## EXERCISE DETAILS
Write out precisely the lines beginning with the line that contains "Input: one rendered" and ending with the last line of the entries, and no other lines.

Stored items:
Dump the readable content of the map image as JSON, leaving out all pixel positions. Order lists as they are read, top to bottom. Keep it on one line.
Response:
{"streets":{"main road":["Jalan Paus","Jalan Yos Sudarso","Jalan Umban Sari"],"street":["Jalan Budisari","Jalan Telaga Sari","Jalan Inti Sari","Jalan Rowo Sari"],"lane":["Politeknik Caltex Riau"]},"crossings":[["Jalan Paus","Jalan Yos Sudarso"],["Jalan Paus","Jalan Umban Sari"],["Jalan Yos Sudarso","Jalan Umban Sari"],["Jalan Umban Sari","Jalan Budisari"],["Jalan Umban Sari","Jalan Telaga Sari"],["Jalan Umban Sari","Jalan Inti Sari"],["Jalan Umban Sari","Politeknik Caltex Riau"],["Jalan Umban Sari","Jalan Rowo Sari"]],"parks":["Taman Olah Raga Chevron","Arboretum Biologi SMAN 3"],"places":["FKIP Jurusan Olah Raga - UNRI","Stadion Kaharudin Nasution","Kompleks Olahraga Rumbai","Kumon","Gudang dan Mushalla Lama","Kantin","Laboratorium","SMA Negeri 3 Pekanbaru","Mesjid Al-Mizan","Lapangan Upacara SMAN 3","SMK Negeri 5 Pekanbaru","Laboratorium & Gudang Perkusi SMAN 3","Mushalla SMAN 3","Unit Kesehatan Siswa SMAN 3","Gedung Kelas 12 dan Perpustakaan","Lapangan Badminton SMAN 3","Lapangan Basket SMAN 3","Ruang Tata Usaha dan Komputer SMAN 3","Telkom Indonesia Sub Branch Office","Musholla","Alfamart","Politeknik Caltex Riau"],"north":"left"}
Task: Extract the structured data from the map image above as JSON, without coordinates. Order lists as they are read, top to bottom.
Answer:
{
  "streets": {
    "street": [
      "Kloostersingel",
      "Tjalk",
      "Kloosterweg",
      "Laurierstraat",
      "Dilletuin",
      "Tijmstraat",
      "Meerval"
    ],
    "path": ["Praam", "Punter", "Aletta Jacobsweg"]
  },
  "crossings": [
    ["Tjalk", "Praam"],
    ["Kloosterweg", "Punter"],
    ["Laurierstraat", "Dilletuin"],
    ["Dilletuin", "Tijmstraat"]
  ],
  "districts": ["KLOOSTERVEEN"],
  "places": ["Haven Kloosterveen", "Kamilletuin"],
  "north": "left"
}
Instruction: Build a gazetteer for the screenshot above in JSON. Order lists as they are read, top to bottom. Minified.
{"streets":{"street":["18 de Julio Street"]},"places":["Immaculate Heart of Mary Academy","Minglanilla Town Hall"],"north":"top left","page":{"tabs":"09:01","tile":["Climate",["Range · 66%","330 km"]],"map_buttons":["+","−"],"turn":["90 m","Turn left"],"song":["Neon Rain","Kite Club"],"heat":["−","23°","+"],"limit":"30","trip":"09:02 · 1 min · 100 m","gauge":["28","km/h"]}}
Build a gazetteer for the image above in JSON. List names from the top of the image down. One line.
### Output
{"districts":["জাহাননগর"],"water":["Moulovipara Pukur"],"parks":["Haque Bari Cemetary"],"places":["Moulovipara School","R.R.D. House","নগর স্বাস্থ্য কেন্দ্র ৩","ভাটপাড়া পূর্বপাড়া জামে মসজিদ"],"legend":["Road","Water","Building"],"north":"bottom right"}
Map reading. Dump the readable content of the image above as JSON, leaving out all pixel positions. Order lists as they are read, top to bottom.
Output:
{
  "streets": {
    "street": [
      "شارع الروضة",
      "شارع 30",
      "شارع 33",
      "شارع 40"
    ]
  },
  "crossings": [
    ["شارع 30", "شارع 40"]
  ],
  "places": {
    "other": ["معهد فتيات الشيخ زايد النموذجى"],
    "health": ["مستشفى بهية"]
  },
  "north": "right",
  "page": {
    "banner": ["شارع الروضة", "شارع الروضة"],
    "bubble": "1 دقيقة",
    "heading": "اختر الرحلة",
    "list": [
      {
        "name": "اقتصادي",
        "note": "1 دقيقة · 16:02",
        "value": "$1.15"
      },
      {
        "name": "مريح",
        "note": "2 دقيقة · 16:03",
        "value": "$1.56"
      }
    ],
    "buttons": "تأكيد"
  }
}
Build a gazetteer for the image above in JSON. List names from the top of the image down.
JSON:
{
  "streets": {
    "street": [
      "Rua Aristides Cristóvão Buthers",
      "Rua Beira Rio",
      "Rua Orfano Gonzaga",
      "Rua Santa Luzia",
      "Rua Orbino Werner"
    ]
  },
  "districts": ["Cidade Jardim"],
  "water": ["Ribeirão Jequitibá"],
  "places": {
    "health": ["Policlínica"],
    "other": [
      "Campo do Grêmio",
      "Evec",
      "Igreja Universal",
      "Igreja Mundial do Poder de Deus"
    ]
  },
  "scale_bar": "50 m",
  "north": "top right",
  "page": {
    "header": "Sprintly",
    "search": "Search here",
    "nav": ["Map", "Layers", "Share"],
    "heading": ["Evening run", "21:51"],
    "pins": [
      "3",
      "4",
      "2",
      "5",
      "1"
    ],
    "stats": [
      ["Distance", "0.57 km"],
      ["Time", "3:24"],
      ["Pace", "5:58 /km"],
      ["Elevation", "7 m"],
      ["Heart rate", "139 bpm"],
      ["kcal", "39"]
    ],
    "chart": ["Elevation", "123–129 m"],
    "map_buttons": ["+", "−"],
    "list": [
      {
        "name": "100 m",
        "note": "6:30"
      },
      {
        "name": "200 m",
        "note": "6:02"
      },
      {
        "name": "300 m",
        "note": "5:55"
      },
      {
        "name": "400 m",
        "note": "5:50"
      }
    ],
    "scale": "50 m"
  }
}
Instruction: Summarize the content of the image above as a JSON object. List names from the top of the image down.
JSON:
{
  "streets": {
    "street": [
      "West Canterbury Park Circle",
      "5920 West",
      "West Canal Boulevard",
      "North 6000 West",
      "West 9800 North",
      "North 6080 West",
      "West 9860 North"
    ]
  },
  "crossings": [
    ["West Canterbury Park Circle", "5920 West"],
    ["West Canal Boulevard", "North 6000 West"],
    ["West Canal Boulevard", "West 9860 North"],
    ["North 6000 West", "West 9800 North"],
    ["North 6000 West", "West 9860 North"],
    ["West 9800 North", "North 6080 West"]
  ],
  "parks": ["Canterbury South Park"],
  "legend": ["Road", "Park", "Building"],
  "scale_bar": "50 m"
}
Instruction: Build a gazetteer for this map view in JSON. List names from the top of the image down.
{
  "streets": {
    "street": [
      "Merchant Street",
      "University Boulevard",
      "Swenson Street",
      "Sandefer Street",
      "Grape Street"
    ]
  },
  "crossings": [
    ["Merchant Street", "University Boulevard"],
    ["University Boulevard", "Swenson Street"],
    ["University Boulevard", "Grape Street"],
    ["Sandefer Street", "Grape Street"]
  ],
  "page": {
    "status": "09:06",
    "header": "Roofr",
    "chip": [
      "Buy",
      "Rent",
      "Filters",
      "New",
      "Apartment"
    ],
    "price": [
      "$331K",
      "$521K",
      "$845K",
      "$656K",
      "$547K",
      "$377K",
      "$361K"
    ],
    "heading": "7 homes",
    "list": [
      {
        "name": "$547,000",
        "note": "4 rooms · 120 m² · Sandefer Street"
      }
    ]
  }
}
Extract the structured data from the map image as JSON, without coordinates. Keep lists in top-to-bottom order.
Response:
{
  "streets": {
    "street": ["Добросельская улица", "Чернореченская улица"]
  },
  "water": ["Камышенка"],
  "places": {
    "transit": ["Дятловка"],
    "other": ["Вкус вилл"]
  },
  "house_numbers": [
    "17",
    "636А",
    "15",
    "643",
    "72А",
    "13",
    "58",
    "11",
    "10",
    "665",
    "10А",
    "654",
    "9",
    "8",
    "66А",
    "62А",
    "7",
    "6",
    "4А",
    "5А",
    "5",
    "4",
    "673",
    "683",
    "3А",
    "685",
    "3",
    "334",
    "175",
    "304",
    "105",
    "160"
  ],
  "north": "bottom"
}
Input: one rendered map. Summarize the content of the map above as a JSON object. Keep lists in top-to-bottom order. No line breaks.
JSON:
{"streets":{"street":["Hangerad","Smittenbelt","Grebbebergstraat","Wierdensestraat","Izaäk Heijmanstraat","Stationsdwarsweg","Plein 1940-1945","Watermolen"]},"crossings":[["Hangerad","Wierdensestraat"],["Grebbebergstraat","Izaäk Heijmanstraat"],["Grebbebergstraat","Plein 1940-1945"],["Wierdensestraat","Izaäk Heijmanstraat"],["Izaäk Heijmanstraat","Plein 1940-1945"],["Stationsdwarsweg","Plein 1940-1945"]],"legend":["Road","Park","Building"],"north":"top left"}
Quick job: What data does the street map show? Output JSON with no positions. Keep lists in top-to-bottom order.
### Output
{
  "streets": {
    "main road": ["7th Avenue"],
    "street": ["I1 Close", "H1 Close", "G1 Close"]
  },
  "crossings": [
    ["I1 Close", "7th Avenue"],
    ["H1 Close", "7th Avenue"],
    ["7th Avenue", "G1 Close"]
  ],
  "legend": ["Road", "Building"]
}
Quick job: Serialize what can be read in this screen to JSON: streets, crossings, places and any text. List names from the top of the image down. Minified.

## COMPLETED EXERCISE
Input: one rendered map. Summarize the content of the map above as a JSON object. Keep lists in top-to-bottom order. No line breaks.
JSON:
{"streets":{"street":["Hangerad","Smittenbelt","Grebbebergstraat","Wierdensestraat","Izaäk Heijmanstraat","Stationsdwarsweg","Plein 1940-1945","Watermolen"]},"crossings":[["Hangerad","Wierdensestraat"],["Grebbebergstraat","Izaäk Heijmanstraat"],["Grebbebergstraat","Plein 1940-1945"],["Wierdensestraat","Izaäk Heijmanstraat"],["Izaäk Heijmanstraat","Plein 1940-1945"],["Stationsdwarsweg","Plein 1940-1945"]],"legend":["Road","Park","Building"],"north":"top left"}
Quick job: What data does the street map show? Output JSON with no positions. Keep lists in top-to-bottom order.
### Output
{
  "streets": {
    "main road": ["7th Avenue"],
    "street": ["I1 Close", "H1 Close", "G1 Close"]
  },
  "crossings": [
    ["I1 Close", "7th Avenue"],
    ["H1 Close", "7th Avenue"],
    ["7th Avenue", "G1 Close"]
  ],
  "legend": ["Road", "Building"]
}
Quick job: Serialize what can be read in this screen to JSON: streets, crossings, places and any text. List names from the top of the image down. Minified.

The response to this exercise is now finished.